─── Records for this task

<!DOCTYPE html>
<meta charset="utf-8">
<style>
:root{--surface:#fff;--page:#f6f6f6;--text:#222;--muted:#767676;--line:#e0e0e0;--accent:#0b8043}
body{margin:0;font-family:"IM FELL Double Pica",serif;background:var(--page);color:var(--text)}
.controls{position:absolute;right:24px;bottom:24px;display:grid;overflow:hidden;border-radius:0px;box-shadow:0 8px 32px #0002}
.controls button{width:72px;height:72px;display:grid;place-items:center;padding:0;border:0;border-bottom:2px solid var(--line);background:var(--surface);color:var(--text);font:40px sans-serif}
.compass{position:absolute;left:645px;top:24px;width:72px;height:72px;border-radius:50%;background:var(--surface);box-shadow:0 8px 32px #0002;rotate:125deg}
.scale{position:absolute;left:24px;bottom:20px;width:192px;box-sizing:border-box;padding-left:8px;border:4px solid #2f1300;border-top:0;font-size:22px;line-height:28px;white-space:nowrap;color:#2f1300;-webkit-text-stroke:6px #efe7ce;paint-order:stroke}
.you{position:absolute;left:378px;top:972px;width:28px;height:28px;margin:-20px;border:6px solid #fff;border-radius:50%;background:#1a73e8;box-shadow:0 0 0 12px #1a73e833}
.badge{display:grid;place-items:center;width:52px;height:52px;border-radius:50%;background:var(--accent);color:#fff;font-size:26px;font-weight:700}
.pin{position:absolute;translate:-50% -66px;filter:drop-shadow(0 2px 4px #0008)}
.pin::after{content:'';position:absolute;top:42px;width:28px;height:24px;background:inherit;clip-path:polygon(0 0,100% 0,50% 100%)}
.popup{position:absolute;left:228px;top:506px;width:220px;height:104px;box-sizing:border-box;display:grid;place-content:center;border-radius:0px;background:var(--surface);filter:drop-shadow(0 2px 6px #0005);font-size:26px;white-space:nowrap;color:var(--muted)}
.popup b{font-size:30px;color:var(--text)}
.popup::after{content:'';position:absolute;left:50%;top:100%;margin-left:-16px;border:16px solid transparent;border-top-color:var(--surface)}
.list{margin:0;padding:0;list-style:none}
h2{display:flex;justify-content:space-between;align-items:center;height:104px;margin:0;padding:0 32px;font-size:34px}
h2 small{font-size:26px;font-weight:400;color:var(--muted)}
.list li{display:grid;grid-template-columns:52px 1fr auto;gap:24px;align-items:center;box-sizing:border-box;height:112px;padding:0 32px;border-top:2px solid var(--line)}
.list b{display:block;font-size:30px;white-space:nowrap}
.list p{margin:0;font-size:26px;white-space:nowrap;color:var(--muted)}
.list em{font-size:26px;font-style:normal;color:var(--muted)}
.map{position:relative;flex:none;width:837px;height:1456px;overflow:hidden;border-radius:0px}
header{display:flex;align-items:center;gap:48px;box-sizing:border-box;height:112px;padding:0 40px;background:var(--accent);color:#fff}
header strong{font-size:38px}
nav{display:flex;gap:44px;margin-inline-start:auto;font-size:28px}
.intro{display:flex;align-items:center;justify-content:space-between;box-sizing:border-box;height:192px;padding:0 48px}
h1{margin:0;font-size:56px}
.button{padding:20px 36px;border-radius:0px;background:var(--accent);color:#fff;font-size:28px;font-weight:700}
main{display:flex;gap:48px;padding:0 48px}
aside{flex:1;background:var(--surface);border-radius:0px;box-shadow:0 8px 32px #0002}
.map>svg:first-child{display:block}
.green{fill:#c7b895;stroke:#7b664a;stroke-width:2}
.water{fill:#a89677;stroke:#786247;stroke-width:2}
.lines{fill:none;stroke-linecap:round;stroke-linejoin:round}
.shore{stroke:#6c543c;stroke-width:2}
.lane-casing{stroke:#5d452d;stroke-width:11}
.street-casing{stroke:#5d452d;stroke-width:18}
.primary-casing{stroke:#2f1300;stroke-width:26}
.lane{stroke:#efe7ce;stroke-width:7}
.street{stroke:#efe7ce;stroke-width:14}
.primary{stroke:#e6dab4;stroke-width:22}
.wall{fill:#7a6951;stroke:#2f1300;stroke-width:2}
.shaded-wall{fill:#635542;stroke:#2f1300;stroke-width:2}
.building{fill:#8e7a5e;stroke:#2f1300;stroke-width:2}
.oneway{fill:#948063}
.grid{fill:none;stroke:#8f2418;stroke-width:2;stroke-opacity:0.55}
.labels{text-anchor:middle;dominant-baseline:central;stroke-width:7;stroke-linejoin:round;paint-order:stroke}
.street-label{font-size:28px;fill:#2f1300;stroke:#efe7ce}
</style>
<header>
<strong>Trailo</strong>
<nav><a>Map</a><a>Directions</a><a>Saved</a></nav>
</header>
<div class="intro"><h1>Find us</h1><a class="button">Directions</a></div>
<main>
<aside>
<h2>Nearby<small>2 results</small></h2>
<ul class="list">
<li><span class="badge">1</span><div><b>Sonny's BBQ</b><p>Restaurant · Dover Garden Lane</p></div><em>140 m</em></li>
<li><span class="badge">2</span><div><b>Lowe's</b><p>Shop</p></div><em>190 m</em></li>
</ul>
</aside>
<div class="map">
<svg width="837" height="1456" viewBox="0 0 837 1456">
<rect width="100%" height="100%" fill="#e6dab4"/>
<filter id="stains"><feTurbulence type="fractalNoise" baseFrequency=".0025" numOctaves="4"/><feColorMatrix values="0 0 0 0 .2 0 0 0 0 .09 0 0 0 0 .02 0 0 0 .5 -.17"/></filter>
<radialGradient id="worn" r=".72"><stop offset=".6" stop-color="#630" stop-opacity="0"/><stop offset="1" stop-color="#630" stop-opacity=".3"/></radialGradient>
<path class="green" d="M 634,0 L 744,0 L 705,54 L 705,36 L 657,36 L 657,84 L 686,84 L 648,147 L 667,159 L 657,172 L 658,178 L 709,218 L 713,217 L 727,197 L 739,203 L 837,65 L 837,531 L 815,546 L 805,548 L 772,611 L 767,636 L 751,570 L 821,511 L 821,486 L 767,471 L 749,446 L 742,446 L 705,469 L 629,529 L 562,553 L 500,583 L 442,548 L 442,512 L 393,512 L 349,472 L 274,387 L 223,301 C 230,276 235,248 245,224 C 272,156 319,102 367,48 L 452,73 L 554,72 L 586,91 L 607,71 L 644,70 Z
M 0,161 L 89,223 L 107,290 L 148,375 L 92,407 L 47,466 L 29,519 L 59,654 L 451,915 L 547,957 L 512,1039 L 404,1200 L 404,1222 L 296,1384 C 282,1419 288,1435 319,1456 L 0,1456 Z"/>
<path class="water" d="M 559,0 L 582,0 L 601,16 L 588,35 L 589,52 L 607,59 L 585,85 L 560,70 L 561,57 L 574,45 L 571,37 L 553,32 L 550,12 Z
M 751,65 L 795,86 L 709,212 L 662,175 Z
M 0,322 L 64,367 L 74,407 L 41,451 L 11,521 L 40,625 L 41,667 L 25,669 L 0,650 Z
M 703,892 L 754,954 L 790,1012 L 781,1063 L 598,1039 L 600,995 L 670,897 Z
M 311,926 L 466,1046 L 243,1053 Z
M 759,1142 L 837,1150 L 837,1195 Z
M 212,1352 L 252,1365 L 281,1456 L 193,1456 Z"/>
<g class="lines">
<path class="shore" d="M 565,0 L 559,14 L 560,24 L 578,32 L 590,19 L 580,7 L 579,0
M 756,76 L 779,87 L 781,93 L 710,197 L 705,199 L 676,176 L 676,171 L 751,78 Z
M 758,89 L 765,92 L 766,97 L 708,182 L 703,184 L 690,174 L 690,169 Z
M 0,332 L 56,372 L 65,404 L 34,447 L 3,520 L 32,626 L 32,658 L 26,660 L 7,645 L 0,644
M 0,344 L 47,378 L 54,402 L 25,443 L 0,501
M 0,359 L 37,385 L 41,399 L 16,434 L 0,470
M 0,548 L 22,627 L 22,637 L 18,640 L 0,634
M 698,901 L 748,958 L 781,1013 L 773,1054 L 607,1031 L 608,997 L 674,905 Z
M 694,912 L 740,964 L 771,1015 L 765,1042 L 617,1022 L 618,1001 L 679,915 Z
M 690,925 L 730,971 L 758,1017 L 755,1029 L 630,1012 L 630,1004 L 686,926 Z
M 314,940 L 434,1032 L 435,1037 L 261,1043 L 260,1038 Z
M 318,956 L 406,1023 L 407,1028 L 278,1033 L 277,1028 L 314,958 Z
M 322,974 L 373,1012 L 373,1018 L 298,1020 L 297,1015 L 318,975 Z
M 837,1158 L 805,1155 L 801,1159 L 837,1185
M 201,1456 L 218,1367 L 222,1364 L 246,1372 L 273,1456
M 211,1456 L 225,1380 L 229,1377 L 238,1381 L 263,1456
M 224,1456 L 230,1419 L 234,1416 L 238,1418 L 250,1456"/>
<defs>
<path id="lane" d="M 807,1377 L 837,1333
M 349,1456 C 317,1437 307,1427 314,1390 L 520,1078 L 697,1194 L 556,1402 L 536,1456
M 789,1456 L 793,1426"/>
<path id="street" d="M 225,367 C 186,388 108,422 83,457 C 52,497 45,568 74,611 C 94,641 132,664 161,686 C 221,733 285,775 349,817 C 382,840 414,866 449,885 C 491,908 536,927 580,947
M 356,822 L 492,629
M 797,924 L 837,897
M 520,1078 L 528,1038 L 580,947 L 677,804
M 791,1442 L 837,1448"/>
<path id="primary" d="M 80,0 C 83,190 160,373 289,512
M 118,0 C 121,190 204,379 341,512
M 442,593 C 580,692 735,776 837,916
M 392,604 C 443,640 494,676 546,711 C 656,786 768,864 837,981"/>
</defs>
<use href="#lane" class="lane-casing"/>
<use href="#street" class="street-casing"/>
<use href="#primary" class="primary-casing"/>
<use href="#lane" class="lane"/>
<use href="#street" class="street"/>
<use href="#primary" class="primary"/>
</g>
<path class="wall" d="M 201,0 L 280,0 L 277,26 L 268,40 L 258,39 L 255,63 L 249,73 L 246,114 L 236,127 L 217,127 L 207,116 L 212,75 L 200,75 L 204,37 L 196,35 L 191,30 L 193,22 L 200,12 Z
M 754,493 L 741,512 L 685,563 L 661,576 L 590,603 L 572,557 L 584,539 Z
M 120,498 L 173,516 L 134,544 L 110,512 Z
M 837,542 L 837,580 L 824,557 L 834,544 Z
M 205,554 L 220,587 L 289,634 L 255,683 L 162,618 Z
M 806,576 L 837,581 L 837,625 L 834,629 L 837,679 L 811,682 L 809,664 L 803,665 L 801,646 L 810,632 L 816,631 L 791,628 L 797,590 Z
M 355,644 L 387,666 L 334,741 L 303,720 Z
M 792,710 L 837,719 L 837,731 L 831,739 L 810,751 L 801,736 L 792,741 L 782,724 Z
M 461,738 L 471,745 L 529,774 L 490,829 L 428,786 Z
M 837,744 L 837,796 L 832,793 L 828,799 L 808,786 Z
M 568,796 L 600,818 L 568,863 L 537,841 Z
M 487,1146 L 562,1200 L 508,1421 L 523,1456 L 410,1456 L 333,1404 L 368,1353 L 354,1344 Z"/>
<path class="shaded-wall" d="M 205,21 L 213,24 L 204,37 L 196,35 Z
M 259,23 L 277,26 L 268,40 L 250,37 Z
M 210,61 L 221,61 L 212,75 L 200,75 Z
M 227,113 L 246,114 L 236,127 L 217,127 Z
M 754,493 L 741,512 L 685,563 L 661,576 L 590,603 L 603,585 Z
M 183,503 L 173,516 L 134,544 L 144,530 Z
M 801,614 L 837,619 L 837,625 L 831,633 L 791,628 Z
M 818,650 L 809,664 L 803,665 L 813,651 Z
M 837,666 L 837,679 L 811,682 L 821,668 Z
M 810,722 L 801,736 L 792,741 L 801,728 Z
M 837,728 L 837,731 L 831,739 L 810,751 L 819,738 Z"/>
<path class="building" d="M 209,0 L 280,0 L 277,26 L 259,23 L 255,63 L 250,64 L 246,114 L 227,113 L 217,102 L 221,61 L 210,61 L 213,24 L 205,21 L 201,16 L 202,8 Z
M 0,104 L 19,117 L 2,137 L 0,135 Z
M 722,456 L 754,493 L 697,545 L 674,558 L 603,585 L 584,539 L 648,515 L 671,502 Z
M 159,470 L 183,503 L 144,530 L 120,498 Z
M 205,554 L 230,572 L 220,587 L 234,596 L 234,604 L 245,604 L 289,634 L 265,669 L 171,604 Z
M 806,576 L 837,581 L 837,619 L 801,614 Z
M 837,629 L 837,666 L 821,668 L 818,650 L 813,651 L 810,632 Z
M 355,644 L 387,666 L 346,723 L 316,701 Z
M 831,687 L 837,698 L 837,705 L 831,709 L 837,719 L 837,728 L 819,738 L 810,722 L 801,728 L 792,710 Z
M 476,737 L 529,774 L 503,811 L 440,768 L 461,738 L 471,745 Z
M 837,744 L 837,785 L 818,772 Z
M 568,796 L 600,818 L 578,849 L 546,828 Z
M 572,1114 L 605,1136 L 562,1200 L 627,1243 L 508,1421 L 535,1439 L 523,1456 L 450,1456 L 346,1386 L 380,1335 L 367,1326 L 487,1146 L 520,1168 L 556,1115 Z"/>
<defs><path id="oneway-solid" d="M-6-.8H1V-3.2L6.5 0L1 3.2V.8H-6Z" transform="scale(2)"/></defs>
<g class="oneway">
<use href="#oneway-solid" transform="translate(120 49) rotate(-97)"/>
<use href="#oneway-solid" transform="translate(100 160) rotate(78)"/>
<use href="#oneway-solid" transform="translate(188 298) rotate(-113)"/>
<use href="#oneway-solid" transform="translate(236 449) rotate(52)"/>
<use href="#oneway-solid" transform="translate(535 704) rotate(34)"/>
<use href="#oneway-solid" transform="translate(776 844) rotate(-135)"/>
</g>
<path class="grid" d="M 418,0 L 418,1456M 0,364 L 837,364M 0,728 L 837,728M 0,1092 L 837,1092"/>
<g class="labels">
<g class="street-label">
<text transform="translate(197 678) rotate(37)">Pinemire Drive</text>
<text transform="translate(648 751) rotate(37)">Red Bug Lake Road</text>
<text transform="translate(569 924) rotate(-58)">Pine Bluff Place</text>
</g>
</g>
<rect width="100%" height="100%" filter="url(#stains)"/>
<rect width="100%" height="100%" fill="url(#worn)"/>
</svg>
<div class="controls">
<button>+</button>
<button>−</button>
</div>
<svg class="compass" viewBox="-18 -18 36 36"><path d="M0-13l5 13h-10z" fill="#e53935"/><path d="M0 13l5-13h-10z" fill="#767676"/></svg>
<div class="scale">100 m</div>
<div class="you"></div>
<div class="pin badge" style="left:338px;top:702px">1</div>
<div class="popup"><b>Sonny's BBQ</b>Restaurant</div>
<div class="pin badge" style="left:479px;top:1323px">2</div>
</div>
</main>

──────

- [What this task involves] Go through the entries above and count the lines containing the string "compass". Give only that number.

- [Answer to the exercise] 2